Review: HTC HD2 on T-Mobile


Short Version: Pity the poor HD2. It’s one of the most amazing phones I’ve seen all year but like some ultra-evolved dinosaur at the end of the Cretaceous period, it was born just as a cataclysmic asteroid (Windows Phone 7) was about to change the entire ecosystem. Still, for someone looking for a great media phone and one of the best Windows Mobile Phones I’ve ever seen, you could do worse.

Features:

  • Tethering enabled
  • Striking 4.3-inch screen
  • 1GHz processor
  • 5-megapixel camera with flash
  • $199 with 2-year contract

Pros:

  • Amazing screen
  • Great media features
  • Thin and light

Cons:

  • Windows 6.5 with no current upgrade path
  • A bit big
  • Includes two Transformers movies

The Device
The best thing about the HD2 is that it looks nothing like a Windows Mobile device. For years Windows Mobile has popped up in interface and usability elements like herpes at Studio 54 – it’s always been there, you just have to press the right buttons and you’ll see it. For example, viewing emails used to dump you into Windows Mobiles’ sub par email browser and when you hit the “Start” menu you’d see an ugly list of apps. Somewhere in there was a task manager and a few other vestiges of 1990s technology that Microsoft stuffed into the device.

Windows Mobile 6.5 repaired some of these problems by making most menus icon-based and HTC took things to their obvious conclusion by overlaying their excellent Sense UI over the entire thing. Now you get photorealistic weather icons, easy access to media and messaging functions, and a great experience overall.

The device itself is mostly screen.
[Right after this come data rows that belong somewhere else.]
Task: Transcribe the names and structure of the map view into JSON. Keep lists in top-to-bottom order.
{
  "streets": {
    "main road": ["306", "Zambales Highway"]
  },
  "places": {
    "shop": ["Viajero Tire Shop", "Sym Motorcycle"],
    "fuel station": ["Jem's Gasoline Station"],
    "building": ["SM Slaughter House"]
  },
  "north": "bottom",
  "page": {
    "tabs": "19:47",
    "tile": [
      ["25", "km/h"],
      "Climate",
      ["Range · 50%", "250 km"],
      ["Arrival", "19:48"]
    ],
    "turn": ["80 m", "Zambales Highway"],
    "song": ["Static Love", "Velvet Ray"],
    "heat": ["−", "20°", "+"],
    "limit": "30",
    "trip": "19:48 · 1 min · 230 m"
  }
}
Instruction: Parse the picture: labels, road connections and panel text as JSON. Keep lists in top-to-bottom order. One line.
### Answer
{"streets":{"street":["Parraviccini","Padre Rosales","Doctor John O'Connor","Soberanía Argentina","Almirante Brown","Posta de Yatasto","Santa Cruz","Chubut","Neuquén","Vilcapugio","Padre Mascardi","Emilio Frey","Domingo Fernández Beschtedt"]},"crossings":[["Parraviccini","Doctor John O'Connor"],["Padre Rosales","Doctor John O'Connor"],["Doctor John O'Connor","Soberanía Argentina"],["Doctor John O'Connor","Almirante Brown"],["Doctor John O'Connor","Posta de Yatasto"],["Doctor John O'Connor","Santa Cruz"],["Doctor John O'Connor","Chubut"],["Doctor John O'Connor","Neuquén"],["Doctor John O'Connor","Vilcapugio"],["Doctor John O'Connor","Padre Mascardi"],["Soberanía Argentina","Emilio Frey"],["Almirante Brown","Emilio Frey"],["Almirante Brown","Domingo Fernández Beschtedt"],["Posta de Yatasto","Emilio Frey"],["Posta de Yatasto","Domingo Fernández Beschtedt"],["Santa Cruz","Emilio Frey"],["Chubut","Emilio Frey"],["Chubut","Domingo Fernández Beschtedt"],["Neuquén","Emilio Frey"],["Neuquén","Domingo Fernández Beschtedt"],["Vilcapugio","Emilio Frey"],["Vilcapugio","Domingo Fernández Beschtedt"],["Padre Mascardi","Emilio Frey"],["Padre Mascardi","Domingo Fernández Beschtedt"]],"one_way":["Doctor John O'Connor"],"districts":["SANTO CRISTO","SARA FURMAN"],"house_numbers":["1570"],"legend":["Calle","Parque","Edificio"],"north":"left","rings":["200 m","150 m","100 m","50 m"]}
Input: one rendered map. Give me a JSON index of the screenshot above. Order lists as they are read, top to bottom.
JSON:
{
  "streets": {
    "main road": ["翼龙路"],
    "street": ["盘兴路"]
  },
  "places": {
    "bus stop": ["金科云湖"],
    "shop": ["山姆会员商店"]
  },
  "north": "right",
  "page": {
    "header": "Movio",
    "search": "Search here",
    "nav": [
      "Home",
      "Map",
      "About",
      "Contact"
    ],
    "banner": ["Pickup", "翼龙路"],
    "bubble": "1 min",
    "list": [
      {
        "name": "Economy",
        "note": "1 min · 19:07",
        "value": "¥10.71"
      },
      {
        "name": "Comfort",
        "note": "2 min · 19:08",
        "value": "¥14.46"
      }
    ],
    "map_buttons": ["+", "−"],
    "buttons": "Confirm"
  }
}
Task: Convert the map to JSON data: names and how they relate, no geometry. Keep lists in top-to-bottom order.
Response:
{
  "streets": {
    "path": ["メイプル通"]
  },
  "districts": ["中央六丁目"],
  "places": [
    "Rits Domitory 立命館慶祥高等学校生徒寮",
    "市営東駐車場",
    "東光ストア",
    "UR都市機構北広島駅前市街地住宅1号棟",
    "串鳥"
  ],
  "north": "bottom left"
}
It has a beautiful 4.3-inch 480 X 800 WVGA touchscreen with a set of buttons for calls as well as Windows, Home, and Back keys along the bottom. There is a full sized headphone jack on the bottom and the phone comes with 16GB of storage. It als includes Blockbuster on Demand access as well as free access to mobiTV for a month. As I mentioned above, T-Mobile included Transformers and Transformers 2: Let’s Try to Make More Money. Obviously these movies are easy selling points for those with light brain damage.

The Good
The central metaphor is a taskbar that appears along the bottom of the screen that contains a number of activities including Home – showing a set of icons including camera, Facebook, YouTube, etc. – as well as Messages, Mail, Browser, Photos, Stocks, Twitter, and Search. The Weather screen is actually quite striking and shows the current time and weather appear in a very cool animation across the screen. Cloud days get delightful clouds while sunny days get, obviously, sun. HTC does this sort of thing well. Their design is beautiful and they do an excellent job of mixing photorealism with readable text to make a great UI.

Going past these initial screens you delve deeper into Windows Mobile 6.5 and, ultimately, despair. Everything works as it should and, in theory, this is more an app phone than a smart phone. It has a 5-megapixel camera with autofocus and flash, Bluetooth stereo support, as well as tethering. Generally it has all the right pieces in all the right places. But then we come to the elephant in the room: Windows Phone 7.

The Bad

The HD2 is a great phone. If you’re in the market for a nice media phone and have to have Windows Mobile for work, get this one. It’s one of the best. If you don’t, then you may want to wait. As far as we know, as of this writing, this phone will not support the new version of Windows Mobile (Windows Phone 7).

Again, if you upgrade every year or eight months, do what you feel. This is a good Windows Mobile Phone and on par with the iPhone in terms of media features. However, the idea that this phone will soon be extinct is disconcerting.

Bottom Line
If you want to future proof your phone investment, you need to rethink the HD2. It’s such a great device – slim, sexy, and plenty of power – but it is like buying the last Palm OS phone just before the Pre is launched. In a few months this phone will be vaguely outdated and in a year it will be obsolete. I do not envy T-Mobile and HTC in their damned-if-you-do/damned-if-you-don’t position, but I want to make it clear that buying this phone, while not a gamble per se, puts the owner in an odd position: they will love the phone but will be very jealous of Windows Phone 7 when it drops.

Perhaps I’m wrong. Maybe WP7 will slip onto here like a pat of butter on a good steak. Only time will tell.